Albo inaczej: czy leśnik będący pracownikiem organizacji Lasy Państwowe i realizujący panującą wszechwładnie TZW gospodarkę leśną jest sprzymierzeńcem lub wrogiem tworzenia leśnych rezerwatów przyrody?
Byłbym niesprawiedliwy w ocenie polskiej nauki leśnej, twierdząc że podobne pytania nie były stawiane. Były, choć z mniej radykalnym doborem słów i powrócę do nich.
Można też postawić podobne pytanie: Czy przede wszystkim potrzebne są nam rezerwaty przyrody jeżeli założenia trwale zrównoważonej gospodarki leśnej, tej z obowiązującej Ustawy o lasach z roku 1991, z czasów w których leśnicy Lasów Państwowych nie mówili jeszcze o wielofunkcyjności lasów państwowych, są wyraźnie proprzyrodnicze?
Ustawa o lasach, 1991, Art.7, pkt.1, prowadzenie trwałe zrownoważonej gospodarki leśnej.

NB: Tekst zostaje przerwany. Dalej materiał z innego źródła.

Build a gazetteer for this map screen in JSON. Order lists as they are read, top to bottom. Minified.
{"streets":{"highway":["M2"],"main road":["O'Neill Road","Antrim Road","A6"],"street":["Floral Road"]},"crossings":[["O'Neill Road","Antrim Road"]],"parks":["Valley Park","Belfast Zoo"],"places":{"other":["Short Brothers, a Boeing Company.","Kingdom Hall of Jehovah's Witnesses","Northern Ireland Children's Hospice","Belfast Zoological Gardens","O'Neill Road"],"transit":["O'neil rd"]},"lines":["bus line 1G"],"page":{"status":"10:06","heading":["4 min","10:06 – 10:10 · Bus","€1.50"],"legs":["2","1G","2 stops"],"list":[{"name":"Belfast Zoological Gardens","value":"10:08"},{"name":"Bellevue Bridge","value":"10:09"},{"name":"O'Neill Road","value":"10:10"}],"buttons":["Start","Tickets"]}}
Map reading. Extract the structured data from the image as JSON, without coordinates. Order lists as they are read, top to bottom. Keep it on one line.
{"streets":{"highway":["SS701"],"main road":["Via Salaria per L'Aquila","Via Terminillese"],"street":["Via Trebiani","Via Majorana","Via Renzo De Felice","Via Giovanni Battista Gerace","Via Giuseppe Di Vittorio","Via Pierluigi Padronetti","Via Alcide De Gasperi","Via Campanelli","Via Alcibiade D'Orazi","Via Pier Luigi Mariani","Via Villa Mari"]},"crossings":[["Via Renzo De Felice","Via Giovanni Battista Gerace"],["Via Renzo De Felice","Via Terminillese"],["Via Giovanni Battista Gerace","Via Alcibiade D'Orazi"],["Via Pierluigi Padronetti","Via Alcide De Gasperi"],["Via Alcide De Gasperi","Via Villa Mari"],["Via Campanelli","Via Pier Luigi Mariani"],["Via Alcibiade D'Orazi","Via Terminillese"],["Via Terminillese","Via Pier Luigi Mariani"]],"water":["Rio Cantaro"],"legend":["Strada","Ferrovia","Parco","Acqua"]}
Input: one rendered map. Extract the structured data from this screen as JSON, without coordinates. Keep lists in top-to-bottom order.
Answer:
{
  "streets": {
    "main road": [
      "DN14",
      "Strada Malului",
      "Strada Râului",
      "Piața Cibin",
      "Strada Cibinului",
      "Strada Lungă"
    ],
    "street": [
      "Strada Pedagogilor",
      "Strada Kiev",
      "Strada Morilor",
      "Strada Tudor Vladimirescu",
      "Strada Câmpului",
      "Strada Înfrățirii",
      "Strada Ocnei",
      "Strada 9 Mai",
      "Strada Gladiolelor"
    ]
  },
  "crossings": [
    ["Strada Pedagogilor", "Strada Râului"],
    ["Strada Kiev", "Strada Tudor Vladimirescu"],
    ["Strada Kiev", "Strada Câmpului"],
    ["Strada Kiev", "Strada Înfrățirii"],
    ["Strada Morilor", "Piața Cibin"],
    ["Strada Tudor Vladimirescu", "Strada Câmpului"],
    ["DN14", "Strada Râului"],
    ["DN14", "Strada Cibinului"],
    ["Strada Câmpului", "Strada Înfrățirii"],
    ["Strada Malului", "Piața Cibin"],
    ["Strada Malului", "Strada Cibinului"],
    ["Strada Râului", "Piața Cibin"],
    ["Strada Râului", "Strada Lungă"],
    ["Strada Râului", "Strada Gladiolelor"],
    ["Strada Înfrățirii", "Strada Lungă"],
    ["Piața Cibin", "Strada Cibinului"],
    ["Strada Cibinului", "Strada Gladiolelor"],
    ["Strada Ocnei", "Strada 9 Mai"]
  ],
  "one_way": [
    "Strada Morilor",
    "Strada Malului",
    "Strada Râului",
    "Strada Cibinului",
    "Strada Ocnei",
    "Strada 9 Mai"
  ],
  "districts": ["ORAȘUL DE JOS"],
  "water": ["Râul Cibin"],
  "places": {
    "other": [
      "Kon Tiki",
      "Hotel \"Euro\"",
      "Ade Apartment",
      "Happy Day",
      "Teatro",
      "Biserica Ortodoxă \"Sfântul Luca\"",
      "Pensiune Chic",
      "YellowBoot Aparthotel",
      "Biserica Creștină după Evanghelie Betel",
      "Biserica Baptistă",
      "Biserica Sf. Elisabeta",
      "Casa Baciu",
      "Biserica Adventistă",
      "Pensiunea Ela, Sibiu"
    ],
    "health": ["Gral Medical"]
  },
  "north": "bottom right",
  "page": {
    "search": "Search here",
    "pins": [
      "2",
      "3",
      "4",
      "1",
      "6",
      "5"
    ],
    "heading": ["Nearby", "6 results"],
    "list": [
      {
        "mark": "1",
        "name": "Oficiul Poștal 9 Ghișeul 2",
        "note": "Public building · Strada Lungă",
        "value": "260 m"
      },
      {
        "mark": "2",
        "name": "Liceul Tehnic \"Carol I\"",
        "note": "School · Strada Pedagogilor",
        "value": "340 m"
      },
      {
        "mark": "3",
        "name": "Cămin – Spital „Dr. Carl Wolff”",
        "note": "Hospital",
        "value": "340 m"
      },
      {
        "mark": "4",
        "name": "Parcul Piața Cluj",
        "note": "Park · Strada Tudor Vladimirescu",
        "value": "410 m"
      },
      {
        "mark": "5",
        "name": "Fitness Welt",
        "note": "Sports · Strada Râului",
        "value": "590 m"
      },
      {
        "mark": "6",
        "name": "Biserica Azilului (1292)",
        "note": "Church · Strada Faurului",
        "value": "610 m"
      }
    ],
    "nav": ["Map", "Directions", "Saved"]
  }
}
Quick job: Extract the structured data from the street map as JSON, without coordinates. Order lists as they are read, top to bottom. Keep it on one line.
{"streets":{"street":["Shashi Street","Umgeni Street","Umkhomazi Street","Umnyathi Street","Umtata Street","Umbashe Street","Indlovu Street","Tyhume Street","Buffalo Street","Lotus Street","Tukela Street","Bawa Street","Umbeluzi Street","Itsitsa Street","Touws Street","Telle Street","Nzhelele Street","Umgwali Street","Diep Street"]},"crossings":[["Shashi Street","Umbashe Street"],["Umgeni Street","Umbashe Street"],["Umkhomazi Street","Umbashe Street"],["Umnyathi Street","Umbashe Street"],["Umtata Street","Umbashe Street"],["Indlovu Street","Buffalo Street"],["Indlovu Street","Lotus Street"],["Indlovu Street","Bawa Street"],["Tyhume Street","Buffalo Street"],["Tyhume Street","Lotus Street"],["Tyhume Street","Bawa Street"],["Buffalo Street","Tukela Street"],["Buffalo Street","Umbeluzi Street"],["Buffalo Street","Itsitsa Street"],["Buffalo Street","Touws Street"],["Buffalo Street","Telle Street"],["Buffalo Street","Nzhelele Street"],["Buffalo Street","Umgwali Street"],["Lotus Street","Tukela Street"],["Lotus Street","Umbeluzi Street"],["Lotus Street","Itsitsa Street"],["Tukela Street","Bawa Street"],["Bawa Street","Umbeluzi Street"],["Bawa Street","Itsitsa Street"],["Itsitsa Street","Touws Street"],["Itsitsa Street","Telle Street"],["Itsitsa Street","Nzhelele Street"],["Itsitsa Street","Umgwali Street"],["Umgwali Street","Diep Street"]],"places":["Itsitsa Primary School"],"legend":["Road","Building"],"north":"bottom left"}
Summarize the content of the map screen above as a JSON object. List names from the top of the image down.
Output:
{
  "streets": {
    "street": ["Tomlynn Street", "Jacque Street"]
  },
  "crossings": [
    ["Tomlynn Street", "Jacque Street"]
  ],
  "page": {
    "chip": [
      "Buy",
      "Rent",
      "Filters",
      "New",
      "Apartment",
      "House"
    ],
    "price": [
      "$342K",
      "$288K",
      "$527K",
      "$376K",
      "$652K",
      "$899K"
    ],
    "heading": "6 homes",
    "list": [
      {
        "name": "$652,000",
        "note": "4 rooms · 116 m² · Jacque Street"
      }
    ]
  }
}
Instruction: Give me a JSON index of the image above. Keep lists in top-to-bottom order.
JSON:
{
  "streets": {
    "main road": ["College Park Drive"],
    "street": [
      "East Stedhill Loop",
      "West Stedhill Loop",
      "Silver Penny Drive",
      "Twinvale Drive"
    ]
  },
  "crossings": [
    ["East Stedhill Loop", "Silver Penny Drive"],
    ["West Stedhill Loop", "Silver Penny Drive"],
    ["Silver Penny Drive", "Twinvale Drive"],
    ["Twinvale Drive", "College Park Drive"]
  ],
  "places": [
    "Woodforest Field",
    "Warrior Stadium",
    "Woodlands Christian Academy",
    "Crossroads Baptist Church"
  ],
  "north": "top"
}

“Trwale zrównoważoną gospodarkę leśną prowadzi się według planu urządzenia lasu lub uproszczonego planu urządzenia lasu, z uwzględnieniem w szczególności następujących celów:
– zachowania lasów i korzystnego ich wpływu na klimat, powietrze, wodę, glebę, warunki życia i zdrowia człowieka oraz na równowagę przyrodniczą;
-ochrony lasów, zwłaszcza lasów i ekosystemów leśnych stanowiących naturalne fragmenty rodzimej przyrody lub lasów szczególnie cennych ze względu na:
a) zachowanie różnorodności przyrodniczej
b) zachowanie leśnych zasobów genetycznych,
c) walory krajobrazowe,
d) potrzeby nauki;
-ochrony gleb i terenów szczególnie narażonych na zanieczyszczenie lub uszkodzenie oraz o specjalnym znaczeniu społecznym;
– ochrony wód powierzchniowych i głębinowych, retencji zlewni, w szczególności na obszarach wododziałów i na obszarach zasilania zbiorników wód podziemnych;
– produkcji, na zasadzie racjonalnej gospodarki, drewna oraz surowców i produktów ubocznego użytkowania lasu.
Niemniej jednak rezerwat przyrody jest czymś więcej niż powyższy opis ochrony lasów z Ustawy o lasach.
Ustawa o ochronie przyrody z roku 2004, art. 13, mówi:
1. Rezerwat przyrody obejmuje obszary zachowane w stanie naturalnym lub mało zmienionym, ekosystemy, ostoje i siedliska przyrodnicze, a także siedliska roślin, siedliska zwierząt i siedliska grzybów oraz twory i składniki przyrody nieożywionej, wyróżniające się szczególnymi wartościami przyrodniczymi, naukowymi, kulturowymi lub walorami krajobrazowymi.
2. Na obszarach graniczących z rezerwatem przyrody może być wyznaczona otulina.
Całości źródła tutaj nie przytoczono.